More than 30 years ago I published a paper that examined violent incidents involving African American and white patients in an inpatient psychiatric facility. To the surprise of nearly everyone at the time, the study found African Americans patients were less violent than whites.
The study has been replicated multiple times, and the explanation was that African American patients were more closely supervised, more likely to be put into restraints, and given heavier doses of medication. In fact, the staff perceived the African American patients as being more violent even though the evidence was to the contrary.
As a result, the staff was more aggressive in responding to any behavioral problems. At the time I did not see the findings having broad implications. Now, decades later I am finding that I underestimated the importance and generalizability of the findings.
African Americans and particularly African American men continue to be perceived as being violent when they are not. This phenomenon is not simply a belief system but also appears to be an overriding perceptual reality that directs the behavior of caretakers and law enforcement officers.
A parallel narrative is that a person who is severely mentally ill is often perceived as being dangerous and violent. Violent acts and murders with no obvious motive are often blamed on someone having a mental disorder.
This perception is held despite evidence showing that people who are mentally ill are not more violent than the general population when substance abuse is controlled or treatment is provided.
So the real problem happens when these two thoughts are combined — the combination of minority status and mental illness apparently is especially violent.
There have been more newsworthy events recently of violence against African Americans by police or violence toward police. Often the explanation is of the police or community being threatened by a violent mentally unstable African American. The response has often been lethal force.
Most recently, a Miami police officer shot an African American caretaker of an autistic man playing in the street with his toy truck. The officer stated at the time that he did not know why he shot and that he was aiming at the autistic man.
A common theme in these episodes is that disturbed individuals were dealt with by lethal force, and that they were African American AND mentally disturbed.
These events must be taken into the context of recurrent findings that African Americans get the least optimistic diagnoses when mentally ill, are more likely to be incarcerated, and if hospitalized to be treated involuntarily with sometimes excessive doses of medication.
African Americans are at risk in multiple ways. First, treatment is often unavailable. When an intervention is available, treatment appears to be a last resort. Punitive force seems to be the intervention of choice.
The lack of treatment resources for mental health and substance abuse treatment increases the risk of violence. Underlying much of these behaviors are beliefs about African Americans and the mentally ill that shape perceptions that end up victimizing the individual.

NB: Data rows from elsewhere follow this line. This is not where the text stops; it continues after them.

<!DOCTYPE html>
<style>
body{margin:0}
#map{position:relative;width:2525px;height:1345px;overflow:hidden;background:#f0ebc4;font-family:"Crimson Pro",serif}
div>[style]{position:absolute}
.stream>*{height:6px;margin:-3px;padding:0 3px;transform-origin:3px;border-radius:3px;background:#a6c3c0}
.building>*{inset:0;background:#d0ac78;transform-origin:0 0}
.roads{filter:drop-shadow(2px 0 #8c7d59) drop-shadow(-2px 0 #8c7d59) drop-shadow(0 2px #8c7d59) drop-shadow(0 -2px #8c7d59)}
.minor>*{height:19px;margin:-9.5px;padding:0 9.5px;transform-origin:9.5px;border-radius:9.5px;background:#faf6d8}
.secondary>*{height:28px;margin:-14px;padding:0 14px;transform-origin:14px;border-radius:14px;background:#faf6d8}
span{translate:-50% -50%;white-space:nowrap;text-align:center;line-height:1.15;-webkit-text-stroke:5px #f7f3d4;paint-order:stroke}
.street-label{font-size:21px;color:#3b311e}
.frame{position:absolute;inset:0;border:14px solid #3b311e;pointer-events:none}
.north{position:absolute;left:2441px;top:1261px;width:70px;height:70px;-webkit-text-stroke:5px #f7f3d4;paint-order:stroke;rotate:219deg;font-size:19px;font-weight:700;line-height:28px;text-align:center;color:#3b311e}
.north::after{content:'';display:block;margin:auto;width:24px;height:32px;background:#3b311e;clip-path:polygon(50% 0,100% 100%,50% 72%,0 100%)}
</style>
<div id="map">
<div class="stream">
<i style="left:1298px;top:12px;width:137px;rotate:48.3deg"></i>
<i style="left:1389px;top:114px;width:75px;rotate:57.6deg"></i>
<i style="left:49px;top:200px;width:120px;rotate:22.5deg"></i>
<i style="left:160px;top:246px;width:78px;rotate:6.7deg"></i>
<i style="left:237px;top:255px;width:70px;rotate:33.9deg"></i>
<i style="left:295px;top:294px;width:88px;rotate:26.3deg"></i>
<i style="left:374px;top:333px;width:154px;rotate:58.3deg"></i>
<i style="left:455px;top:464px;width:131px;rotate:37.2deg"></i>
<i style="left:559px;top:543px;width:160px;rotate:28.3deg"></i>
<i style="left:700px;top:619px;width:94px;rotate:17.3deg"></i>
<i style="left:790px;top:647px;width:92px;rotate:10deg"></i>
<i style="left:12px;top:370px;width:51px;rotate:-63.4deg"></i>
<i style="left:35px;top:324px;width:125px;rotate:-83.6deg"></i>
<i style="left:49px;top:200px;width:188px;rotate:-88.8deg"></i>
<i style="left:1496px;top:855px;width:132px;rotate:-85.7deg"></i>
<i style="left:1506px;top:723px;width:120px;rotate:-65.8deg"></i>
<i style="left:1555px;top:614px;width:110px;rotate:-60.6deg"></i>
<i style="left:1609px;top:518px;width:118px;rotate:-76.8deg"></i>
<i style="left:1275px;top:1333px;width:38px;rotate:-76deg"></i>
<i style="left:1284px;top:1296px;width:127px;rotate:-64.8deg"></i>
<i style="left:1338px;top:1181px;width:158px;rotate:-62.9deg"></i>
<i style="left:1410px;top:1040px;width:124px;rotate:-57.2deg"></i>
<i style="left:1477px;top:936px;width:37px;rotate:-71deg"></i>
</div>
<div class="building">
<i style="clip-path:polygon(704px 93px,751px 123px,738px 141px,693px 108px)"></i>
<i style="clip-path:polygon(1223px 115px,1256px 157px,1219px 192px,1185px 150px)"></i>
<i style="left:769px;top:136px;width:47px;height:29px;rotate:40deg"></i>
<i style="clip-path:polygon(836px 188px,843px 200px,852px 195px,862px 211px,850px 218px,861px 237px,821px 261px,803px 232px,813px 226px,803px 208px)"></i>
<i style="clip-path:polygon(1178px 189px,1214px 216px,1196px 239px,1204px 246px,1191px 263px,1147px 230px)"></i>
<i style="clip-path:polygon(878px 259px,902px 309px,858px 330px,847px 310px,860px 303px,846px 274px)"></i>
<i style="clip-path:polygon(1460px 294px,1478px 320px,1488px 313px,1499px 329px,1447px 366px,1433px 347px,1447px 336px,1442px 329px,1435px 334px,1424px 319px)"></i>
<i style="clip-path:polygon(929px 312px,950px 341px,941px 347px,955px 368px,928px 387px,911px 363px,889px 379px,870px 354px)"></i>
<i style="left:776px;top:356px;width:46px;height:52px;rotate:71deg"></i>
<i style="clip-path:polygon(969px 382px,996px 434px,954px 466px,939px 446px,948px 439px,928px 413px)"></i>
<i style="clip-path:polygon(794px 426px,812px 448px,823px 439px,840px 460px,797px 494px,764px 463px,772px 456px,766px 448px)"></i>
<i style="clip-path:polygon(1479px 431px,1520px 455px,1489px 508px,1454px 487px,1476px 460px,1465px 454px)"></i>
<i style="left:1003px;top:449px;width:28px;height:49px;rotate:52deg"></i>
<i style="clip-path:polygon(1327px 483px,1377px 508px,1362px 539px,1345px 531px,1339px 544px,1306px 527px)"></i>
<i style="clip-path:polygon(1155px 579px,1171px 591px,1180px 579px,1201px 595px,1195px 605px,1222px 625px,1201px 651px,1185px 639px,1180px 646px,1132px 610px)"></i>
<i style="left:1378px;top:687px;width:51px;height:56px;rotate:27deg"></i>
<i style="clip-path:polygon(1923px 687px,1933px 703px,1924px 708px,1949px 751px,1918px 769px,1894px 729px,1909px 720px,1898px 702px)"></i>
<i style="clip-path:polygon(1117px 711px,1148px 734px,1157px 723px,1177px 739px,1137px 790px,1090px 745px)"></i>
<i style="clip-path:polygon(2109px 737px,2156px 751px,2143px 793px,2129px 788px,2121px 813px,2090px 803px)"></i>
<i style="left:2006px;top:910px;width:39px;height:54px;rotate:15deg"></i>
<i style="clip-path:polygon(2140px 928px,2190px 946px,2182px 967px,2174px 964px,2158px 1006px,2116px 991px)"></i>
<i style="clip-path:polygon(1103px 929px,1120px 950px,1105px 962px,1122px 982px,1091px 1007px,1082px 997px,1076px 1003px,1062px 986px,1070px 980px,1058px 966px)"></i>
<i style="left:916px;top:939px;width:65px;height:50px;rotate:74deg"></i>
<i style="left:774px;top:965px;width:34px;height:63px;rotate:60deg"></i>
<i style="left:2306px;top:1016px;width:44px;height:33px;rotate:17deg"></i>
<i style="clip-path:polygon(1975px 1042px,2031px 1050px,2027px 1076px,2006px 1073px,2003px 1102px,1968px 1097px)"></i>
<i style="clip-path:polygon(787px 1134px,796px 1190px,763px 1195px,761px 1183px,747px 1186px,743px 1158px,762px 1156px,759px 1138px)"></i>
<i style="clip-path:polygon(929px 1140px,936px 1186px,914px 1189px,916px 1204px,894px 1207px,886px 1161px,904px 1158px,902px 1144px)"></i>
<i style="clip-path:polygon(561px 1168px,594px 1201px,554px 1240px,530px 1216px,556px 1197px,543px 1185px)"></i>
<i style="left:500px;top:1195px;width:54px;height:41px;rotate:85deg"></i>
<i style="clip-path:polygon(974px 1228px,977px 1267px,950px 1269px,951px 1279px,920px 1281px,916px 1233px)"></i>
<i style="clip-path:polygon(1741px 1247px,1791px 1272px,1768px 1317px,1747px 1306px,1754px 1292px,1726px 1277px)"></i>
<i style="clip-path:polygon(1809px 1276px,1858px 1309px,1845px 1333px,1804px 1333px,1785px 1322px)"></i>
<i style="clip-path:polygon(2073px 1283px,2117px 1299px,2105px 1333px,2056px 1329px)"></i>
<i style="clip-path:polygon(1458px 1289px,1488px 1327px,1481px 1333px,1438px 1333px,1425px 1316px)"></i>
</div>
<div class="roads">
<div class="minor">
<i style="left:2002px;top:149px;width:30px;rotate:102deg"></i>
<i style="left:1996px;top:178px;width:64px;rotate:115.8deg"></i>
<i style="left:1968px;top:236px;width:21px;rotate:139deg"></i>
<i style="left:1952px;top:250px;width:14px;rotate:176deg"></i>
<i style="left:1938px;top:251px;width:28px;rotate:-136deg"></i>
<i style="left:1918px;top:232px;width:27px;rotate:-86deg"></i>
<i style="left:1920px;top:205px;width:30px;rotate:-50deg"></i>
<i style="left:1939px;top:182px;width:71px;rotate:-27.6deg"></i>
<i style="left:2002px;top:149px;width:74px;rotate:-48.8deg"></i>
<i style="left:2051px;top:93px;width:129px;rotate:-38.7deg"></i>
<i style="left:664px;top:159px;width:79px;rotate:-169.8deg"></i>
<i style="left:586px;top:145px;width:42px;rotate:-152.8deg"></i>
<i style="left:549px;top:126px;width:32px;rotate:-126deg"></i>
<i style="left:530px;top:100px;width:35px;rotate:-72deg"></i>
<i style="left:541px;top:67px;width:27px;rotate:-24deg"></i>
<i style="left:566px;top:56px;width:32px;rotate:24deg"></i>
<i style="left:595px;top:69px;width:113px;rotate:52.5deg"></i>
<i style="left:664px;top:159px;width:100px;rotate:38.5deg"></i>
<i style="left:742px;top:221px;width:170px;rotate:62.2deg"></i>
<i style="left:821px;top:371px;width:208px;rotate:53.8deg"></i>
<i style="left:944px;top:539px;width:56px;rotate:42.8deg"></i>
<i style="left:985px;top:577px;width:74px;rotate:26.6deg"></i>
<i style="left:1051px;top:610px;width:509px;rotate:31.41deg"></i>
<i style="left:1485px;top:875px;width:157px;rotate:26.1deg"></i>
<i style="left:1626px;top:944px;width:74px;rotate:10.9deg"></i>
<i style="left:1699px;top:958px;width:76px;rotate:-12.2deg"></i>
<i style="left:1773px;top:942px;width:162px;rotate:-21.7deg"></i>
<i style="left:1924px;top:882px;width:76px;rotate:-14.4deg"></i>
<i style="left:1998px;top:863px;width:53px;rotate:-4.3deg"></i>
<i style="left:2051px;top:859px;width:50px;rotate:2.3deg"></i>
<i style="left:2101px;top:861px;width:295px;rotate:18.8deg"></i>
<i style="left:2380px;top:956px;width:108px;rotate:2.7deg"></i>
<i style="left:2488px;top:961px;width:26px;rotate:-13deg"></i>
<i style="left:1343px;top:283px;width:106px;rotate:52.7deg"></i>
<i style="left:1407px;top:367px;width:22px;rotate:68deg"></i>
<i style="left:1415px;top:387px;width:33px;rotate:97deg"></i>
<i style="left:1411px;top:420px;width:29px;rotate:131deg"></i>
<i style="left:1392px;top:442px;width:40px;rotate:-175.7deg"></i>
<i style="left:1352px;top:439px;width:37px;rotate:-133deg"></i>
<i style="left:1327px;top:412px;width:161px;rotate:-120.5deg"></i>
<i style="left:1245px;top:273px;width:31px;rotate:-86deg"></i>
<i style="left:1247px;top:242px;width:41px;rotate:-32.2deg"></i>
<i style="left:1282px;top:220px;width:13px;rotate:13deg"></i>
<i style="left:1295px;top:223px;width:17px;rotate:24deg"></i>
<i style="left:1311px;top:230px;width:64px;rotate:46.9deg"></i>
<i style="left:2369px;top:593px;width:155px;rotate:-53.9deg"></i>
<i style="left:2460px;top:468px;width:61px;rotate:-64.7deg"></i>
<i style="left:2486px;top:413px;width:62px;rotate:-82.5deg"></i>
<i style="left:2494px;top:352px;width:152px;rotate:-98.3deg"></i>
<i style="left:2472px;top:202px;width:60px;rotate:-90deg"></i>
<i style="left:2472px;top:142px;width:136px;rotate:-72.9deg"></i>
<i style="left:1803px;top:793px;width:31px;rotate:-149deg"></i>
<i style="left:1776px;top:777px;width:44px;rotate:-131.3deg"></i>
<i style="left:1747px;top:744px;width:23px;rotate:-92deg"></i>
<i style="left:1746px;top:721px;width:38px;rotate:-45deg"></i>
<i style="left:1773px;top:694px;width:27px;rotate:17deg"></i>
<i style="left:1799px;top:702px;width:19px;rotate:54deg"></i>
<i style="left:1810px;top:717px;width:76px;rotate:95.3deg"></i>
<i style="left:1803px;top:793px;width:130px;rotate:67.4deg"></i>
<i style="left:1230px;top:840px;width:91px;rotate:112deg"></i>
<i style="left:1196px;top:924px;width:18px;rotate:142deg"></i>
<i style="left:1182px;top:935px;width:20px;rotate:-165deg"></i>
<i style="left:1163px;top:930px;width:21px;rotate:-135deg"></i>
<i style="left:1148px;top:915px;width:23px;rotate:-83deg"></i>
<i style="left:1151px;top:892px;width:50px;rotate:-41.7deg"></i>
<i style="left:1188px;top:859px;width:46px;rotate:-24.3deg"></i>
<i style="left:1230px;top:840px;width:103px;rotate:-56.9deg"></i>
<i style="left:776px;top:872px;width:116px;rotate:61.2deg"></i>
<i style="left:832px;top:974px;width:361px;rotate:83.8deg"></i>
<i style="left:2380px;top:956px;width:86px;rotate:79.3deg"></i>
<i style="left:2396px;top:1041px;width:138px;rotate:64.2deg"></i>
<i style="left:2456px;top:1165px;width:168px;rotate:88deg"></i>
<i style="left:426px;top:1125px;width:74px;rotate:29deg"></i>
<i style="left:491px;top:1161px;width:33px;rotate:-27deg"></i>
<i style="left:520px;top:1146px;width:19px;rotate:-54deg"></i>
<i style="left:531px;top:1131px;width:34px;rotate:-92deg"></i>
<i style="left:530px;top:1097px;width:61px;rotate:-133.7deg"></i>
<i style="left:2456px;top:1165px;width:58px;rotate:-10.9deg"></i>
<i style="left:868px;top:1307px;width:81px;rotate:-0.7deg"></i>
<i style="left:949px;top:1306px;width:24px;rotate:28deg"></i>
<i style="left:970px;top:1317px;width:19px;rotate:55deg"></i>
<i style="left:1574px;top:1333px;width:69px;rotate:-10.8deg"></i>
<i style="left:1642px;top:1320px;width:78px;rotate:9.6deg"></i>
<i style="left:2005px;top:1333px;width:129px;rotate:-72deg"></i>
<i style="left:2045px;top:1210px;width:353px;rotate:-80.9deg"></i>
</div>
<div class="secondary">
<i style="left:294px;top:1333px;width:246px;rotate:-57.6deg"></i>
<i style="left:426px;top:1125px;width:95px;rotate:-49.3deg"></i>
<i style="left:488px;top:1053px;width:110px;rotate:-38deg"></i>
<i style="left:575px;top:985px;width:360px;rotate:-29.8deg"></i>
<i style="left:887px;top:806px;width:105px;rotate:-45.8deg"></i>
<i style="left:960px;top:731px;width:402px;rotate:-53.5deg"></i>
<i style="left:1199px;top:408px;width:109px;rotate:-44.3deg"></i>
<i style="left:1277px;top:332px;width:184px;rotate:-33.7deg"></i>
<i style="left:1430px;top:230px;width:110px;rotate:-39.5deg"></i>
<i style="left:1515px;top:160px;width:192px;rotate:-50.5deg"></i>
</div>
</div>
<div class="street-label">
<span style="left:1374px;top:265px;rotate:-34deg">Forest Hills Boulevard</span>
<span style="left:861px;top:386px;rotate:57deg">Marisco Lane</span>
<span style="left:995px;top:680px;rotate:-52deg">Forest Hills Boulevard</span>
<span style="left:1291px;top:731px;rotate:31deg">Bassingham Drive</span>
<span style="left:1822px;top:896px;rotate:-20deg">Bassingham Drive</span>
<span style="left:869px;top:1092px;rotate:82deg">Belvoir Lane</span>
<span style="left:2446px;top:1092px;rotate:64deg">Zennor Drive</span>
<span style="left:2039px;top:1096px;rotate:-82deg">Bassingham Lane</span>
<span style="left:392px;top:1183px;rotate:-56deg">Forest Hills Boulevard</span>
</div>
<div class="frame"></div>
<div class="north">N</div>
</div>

Moving forward, medical students, first responders, law enforcement officers and those who teach these professions should receive cultural competence training on a regular basis. They should have dialogues with minority communities on a more regular basis and receive more in-depth mental health first-aid training.
First responders and law enforcement officers should also have regular attitudinal evaluations and ongoing assessments for job stress. In all cases, recognition and awards should be given for positive encounters.
There clearly has been an unwillingness to discuss racial issues because some feel that such talk is divisive. Yet such a dialogue is necessary to gain an appreciation of how negative racial attitudes can impact not only beliefs but perceptions. Such dialogues are a first step, but more is needed. Active programs must be implemented to reduce stigma, improve mental health literacy, and most importantly to improve access to care.
Dr. William Lawson is associate dean of health disparities in the Dell Medical School at The University of Texas at Austin.